Record extracts:
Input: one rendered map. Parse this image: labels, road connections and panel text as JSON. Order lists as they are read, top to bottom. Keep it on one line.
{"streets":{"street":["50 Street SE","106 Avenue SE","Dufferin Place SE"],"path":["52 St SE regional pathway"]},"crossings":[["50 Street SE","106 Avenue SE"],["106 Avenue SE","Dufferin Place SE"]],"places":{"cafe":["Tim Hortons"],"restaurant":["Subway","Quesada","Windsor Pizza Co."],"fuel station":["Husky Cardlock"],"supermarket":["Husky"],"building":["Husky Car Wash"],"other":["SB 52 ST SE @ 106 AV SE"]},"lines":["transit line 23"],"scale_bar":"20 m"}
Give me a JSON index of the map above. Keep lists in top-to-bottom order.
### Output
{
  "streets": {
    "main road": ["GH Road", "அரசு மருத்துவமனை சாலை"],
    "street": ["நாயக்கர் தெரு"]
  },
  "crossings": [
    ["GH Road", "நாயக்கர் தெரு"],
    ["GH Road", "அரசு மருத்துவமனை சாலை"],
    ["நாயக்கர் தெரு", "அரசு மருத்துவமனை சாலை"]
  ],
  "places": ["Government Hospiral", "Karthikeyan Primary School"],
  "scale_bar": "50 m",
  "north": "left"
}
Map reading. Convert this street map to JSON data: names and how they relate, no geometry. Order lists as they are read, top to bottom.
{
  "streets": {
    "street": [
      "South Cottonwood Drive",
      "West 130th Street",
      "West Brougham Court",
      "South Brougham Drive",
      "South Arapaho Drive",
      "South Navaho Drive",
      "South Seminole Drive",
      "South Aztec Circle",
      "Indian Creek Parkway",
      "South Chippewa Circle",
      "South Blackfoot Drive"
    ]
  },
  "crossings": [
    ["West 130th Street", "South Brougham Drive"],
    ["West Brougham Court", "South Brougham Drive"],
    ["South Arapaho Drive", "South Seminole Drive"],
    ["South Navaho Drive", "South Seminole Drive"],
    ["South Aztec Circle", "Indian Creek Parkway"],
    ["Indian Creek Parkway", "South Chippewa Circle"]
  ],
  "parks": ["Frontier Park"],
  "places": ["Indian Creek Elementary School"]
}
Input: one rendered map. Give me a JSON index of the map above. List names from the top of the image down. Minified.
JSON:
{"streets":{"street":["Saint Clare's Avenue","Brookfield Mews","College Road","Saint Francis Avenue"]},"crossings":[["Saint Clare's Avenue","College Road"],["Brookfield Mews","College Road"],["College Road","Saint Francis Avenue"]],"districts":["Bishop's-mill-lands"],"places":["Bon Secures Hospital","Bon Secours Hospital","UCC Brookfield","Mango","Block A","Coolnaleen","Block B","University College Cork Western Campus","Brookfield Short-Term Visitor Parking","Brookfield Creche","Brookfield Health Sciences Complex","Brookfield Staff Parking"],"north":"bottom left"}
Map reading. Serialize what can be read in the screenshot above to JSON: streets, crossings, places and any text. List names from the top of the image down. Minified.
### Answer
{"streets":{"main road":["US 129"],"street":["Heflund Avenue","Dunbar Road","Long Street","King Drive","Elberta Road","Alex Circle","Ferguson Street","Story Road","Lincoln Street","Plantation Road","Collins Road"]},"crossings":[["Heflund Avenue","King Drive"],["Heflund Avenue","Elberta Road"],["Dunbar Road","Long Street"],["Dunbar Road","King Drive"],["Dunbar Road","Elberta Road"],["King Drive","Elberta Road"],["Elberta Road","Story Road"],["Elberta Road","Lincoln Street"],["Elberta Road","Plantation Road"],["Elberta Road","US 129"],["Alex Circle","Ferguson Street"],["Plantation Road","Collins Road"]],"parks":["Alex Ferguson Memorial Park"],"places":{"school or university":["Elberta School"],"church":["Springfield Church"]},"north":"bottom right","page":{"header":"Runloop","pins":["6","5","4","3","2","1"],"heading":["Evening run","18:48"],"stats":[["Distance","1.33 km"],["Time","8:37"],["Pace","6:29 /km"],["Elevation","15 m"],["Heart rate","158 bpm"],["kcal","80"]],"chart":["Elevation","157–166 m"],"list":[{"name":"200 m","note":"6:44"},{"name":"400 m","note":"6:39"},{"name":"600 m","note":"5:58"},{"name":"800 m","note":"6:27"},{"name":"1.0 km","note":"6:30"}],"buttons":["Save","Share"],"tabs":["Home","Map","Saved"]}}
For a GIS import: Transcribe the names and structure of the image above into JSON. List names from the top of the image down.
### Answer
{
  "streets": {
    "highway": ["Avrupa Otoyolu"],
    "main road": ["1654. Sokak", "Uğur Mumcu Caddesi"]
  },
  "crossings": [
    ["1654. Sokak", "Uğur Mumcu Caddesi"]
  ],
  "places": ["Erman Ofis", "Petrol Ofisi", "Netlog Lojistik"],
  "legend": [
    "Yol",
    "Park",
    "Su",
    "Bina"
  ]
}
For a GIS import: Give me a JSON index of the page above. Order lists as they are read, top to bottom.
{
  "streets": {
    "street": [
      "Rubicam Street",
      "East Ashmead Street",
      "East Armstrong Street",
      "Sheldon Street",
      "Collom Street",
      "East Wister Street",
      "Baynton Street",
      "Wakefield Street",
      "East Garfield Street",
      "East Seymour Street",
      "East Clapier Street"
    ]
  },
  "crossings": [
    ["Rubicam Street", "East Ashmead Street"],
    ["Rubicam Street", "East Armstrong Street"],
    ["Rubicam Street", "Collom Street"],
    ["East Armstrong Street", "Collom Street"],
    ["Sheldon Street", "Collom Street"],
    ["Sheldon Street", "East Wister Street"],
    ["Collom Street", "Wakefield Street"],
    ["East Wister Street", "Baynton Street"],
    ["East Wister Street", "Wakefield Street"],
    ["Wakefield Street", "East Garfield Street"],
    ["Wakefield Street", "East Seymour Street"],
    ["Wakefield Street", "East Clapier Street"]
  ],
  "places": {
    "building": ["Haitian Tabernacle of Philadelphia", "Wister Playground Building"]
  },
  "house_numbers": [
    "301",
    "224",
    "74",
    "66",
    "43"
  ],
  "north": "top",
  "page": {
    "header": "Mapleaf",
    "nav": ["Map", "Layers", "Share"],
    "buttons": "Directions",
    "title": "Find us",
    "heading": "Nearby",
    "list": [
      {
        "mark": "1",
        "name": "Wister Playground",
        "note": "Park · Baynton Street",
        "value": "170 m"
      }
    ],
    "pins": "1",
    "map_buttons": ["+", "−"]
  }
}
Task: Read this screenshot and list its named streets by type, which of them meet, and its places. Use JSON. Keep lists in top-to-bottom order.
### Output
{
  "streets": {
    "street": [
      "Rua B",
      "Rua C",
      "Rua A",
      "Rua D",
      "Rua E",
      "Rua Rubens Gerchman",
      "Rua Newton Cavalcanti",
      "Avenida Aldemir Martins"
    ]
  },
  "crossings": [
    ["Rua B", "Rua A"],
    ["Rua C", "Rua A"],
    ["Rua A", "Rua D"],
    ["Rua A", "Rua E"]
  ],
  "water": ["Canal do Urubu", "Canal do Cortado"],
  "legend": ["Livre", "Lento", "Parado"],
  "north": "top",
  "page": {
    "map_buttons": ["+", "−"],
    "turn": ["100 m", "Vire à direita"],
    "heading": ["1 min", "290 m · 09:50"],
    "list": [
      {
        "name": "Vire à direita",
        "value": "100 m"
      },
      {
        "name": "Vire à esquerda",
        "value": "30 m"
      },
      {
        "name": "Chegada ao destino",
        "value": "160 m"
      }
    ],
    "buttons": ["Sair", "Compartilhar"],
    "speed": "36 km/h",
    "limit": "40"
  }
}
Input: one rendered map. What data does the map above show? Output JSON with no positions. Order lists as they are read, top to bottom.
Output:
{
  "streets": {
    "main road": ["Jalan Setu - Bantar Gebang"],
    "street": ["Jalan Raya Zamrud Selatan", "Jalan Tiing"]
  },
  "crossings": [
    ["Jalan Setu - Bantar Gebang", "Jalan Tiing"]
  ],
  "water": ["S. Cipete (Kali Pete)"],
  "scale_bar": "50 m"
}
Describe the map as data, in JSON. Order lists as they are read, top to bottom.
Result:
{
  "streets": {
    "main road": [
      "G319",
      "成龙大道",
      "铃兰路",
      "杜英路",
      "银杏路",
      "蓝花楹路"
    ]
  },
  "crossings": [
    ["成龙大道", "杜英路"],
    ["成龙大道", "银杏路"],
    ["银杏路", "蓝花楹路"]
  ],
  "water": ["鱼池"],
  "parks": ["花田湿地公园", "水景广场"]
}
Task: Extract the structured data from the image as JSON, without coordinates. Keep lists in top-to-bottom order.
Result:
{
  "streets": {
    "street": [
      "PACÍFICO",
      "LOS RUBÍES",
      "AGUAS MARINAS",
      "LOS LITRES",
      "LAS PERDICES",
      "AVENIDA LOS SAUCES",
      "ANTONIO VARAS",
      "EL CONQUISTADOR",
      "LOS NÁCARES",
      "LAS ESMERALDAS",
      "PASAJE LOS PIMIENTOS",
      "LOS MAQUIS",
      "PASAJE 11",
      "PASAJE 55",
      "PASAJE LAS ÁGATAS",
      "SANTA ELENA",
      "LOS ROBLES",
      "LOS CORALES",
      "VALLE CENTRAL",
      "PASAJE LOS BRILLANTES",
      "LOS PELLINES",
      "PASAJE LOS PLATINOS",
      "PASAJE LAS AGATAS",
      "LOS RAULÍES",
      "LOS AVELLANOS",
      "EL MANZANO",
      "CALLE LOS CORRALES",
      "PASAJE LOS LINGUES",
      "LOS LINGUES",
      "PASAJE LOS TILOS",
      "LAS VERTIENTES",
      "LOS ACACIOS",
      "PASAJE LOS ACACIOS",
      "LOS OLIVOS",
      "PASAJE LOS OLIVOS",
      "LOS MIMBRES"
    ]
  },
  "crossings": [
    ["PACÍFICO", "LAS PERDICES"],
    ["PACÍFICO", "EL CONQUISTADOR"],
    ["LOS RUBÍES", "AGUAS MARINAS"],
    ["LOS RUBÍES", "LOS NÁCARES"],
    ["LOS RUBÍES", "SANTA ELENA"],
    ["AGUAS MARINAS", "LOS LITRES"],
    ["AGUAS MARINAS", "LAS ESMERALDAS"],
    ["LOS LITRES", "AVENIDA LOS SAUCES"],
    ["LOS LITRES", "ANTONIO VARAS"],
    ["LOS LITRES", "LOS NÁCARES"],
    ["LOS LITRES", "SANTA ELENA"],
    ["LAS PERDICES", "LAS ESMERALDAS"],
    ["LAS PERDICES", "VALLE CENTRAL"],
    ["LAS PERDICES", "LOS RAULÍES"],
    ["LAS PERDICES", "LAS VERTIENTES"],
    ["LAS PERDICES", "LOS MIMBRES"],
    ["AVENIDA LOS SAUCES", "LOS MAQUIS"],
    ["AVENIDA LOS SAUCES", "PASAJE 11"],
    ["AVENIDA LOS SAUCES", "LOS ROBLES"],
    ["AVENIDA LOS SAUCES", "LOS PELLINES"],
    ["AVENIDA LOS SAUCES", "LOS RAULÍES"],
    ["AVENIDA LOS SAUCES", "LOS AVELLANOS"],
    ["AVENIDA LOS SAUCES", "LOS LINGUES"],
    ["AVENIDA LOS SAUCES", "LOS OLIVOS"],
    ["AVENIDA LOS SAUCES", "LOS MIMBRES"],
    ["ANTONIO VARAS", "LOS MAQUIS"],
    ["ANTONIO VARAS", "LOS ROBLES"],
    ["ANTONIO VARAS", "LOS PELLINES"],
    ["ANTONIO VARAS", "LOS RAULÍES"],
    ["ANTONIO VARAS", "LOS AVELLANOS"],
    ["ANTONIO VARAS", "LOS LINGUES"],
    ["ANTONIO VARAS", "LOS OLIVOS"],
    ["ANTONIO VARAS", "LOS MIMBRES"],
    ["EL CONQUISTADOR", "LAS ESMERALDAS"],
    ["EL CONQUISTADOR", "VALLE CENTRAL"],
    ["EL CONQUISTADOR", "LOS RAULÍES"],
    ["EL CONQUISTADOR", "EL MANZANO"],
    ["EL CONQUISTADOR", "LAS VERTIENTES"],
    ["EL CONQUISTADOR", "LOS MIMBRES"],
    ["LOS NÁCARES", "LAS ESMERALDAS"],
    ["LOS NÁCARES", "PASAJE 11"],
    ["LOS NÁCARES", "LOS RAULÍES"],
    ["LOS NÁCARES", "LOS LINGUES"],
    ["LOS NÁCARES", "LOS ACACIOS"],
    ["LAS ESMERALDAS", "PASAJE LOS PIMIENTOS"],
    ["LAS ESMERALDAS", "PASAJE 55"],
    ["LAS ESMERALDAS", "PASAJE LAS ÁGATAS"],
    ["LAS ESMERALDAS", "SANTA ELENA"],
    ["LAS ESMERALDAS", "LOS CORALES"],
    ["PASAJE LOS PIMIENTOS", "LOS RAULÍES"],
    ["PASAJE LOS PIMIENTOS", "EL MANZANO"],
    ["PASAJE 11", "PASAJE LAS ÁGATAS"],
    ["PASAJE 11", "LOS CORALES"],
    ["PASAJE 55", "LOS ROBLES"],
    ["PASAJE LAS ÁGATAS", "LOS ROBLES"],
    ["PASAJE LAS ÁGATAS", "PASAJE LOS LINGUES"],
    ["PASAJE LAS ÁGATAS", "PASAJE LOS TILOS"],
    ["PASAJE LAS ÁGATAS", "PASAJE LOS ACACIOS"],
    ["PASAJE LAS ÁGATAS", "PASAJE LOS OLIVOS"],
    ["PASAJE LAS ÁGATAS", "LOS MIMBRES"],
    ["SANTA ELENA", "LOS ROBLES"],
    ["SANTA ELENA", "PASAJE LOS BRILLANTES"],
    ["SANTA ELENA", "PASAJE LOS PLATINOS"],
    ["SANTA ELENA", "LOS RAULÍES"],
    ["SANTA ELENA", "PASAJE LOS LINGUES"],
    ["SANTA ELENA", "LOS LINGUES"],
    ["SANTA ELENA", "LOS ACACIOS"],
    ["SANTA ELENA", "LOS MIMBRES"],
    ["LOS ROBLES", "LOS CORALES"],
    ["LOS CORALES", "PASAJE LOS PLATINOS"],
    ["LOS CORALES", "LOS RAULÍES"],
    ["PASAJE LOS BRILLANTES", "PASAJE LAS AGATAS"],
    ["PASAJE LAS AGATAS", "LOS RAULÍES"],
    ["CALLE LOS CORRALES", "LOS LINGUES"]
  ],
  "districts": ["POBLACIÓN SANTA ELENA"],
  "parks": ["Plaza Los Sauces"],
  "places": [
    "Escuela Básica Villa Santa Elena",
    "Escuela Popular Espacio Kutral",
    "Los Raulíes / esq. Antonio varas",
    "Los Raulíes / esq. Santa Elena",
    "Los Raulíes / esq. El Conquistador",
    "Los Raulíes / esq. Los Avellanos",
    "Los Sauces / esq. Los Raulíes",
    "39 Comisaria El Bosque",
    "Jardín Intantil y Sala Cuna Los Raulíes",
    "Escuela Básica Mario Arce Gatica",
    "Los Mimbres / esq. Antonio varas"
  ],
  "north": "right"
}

Work order: In the data above, find the line that contains "Describe the map" and the line that contains "Task: Extract the". Repeat exactly those lines and every line between them, and only those.

Completed task:
Describe the map as data, in JSON. Order lists as they are read, top to bottom.
Result:
{
  "streets": {
    "main road": [
      "G319",
      "成龙大道",
      "铃兰路",
      "杜英路",
      "银杏路",
      "蓝花楹路"
    ]
  },
  "crossings": [
    ["成龙大道", "杜英路"],
    ["成龙大道", "银杏路"],
    ["银杏路", "蓝花楹路"]
  ],
  "water": ["鱼池"],
  "parks": ["花田湿地公园", "水景广场"]
}
Task: Extract the structured data from the image as JSON, without coordinates. Keep lists in top-to-bottom order.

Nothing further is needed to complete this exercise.